Task to carry out =>
Write out, word for word, every line in the data below from the one containing "M 113,318 L 502,191" to the one containing "M 132,685 L", both of them included.

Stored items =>
● ● ● ●

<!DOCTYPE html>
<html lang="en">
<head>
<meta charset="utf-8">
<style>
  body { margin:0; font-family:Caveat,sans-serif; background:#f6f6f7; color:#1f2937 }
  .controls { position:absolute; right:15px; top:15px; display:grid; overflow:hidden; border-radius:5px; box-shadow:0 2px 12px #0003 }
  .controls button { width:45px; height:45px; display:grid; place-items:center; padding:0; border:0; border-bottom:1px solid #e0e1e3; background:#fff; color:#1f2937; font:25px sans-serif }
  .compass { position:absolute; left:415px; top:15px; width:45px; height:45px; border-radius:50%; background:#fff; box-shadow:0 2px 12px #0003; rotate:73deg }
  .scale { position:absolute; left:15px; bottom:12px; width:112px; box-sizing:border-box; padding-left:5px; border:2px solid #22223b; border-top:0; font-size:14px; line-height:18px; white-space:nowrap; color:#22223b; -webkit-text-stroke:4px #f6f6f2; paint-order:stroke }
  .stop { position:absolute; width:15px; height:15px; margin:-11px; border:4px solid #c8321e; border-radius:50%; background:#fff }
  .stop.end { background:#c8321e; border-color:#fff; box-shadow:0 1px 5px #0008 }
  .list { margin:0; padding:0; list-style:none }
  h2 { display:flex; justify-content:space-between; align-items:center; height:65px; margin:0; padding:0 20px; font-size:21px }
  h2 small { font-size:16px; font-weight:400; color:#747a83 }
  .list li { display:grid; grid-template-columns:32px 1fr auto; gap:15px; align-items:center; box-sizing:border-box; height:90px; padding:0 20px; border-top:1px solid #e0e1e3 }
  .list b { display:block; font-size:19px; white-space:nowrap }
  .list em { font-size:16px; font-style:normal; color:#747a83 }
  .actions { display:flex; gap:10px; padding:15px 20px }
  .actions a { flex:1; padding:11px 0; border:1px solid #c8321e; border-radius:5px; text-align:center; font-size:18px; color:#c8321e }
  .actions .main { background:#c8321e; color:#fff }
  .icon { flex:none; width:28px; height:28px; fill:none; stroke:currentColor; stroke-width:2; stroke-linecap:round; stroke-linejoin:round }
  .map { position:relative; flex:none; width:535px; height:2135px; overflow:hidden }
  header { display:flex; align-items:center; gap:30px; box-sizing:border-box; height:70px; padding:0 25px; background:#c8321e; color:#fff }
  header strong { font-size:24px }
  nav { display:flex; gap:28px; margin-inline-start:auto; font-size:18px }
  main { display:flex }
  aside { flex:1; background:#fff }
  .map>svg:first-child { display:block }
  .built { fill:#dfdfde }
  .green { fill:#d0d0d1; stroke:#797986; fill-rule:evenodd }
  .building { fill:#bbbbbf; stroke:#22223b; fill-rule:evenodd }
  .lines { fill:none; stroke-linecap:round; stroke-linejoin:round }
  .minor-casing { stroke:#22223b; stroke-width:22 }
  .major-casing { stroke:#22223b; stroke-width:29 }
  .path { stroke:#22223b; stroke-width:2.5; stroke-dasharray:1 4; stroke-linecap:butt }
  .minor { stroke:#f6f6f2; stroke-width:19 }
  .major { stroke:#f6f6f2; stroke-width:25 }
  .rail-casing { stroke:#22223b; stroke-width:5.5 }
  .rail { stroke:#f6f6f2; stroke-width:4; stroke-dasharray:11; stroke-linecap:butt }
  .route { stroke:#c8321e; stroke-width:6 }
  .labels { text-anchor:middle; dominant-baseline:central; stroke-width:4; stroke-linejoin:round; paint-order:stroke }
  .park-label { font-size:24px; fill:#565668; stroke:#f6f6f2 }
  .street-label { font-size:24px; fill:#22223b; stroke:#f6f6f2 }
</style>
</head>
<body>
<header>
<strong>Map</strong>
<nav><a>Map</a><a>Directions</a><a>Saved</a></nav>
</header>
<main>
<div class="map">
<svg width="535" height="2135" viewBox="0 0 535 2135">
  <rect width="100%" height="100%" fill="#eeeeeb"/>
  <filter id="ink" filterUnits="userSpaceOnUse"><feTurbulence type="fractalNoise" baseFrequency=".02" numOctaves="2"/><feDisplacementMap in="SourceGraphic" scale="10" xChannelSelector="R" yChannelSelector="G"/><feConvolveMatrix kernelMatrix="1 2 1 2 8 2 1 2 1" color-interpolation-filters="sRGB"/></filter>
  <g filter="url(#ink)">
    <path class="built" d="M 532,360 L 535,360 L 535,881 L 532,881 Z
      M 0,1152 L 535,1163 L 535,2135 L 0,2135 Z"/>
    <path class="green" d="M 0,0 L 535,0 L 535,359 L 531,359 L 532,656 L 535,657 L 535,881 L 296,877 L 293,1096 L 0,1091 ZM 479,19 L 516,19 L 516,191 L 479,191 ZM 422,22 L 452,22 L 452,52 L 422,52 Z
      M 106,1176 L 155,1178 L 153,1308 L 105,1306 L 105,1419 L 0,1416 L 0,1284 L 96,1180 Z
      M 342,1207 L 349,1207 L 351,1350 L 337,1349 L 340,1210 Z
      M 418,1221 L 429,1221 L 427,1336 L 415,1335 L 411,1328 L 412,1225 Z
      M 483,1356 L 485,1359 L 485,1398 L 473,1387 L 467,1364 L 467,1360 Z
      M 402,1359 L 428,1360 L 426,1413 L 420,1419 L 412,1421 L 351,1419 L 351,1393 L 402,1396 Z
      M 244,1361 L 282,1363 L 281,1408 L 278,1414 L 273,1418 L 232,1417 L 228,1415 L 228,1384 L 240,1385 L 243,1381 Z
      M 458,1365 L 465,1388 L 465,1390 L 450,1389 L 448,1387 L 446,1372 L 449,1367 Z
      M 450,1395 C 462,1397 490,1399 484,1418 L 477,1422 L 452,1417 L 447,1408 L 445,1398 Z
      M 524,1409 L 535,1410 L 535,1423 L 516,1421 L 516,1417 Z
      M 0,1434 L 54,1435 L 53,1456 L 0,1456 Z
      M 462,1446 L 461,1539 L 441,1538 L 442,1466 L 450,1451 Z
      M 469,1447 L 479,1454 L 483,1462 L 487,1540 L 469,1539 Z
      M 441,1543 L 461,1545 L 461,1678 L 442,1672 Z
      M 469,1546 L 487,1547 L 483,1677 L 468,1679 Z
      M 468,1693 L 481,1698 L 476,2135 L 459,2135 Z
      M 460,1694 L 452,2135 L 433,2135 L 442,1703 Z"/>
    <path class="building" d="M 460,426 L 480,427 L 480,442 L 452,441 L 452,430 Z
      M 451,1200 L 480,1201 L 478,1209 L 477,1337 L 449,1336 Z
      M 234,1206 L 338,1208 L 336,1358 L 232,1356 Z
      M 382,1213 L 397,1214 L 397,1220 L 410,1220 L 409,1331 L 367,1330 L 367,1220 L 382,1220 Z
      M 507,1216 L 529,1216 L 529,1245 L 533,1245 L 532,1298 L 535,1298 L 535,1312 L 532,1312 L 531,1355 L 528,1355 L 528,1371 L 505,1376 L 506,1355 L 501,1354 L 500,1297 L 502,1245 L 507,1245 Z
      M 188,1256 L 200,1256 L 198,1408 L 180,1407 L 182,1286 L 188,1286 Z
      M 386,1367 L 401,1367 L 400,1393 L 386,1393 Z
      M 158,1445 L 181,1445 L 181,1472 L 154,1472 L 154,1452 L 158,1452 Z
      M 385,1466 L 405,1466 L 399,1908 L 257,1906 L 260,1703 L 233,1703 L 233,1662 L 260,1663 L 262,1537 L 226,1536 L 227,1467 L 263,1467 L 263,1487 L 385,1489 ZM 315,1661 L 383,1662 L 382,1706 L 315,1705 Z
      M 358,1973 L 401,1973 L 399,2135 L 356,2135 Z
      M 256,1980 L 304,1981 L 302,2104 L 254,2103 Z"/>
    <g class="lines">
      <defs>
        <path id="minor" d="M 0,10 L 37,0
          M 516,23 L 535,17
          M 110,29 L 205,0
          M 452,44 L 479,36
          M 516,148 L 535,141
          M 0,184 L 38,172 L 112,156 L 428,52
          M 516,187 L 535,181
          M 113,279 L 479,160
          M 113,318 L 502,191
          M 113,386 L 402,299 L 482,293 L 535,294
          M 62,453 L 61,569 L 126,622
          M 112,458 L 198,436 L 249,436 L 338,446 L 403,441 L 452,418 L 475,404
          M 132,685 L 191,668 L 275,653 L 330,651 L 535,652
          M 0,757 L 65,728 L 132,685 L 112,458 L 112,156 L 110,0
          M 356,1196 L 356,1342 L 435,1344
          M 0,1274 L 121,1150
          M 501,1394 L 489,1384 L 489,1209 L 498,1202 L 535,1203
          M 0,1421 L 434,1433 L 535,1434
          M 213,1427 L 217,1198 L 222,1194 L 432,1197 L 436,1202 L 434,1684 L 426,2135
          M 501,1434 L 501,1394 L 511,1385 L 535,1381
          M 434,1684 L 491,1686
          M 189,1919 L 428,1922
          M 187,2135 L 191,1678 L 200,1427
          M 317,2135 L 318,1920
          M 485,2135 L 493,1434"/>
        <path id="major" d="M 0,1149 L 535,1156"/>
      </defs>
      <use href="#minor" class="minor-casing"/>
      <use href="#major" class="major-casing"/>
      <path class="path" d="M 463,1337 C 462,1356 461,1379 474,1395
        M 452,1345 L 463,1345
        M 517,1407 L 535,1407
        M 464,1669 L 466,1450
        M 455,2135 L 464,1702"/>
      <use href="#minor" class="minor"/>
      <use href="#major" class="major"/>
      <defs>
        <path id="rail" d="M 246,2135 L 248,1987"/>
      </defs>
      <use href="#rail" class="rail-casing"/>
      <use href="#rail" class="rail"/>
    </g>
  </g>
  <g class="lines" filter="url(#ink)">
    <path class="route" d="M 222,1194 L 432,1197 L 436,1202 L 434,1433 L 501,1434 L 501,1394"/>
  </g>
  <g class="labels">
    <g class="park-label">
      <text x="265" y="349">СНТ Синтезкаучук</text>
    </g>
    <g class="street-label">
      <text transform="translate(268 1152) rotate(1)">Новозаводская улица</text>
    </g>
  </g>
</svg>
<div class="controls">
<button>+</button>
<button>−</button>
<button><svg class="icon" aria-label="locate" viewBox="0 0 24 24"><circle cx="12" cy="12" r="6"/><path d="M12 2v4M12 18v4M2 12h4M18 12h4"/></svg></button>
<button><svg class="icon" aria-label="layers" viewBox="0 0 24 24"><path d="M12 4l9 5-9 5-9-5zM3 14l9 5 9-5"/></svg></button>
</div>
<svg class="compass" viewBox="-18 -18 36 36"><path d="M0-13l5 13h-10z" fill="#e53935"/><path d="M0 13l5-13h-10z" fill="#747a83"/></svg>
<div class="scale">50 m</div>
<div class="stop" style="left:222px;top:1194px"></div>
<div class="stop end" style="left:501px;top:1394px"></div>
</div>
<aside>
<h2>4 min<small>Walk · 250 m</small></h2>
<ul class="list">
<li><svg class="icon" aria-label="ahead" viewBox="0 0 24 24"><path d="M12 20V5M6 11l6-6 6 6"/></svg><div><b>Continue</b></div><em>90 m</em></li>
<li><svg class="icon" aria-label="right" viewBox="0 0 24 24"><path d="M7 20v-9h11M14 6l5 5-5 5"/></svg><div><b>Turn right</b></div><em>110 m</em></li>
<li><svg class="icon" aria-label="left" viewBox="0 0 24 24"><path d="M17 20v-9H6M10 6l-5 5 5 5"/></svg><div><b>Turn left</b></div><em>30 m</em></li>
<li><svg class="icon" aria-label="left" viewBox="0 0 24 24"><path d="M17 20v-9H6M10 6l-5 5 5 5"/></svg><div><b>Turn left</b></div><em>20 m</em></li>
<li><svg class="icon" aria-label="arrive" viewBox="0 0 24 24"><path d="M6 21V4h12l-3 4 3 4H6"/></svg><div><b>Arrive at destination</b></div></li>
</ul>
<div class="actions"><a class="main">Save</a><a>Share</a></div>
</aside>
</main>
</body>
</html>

● ● ● ●

Answer to the exercise =>
          M 113,318 L 502,191
          M 113,386 L 402,299 L 482,293 L 535,294
          M 62,453 L 61,569 L 126,622
          M 112,458 L 198,436 L 249,436 L 338,446 L 403,441 L 452,418 L 475,404
          M 132,685 L 191,668 L 275,653 L 330,651 L 535,652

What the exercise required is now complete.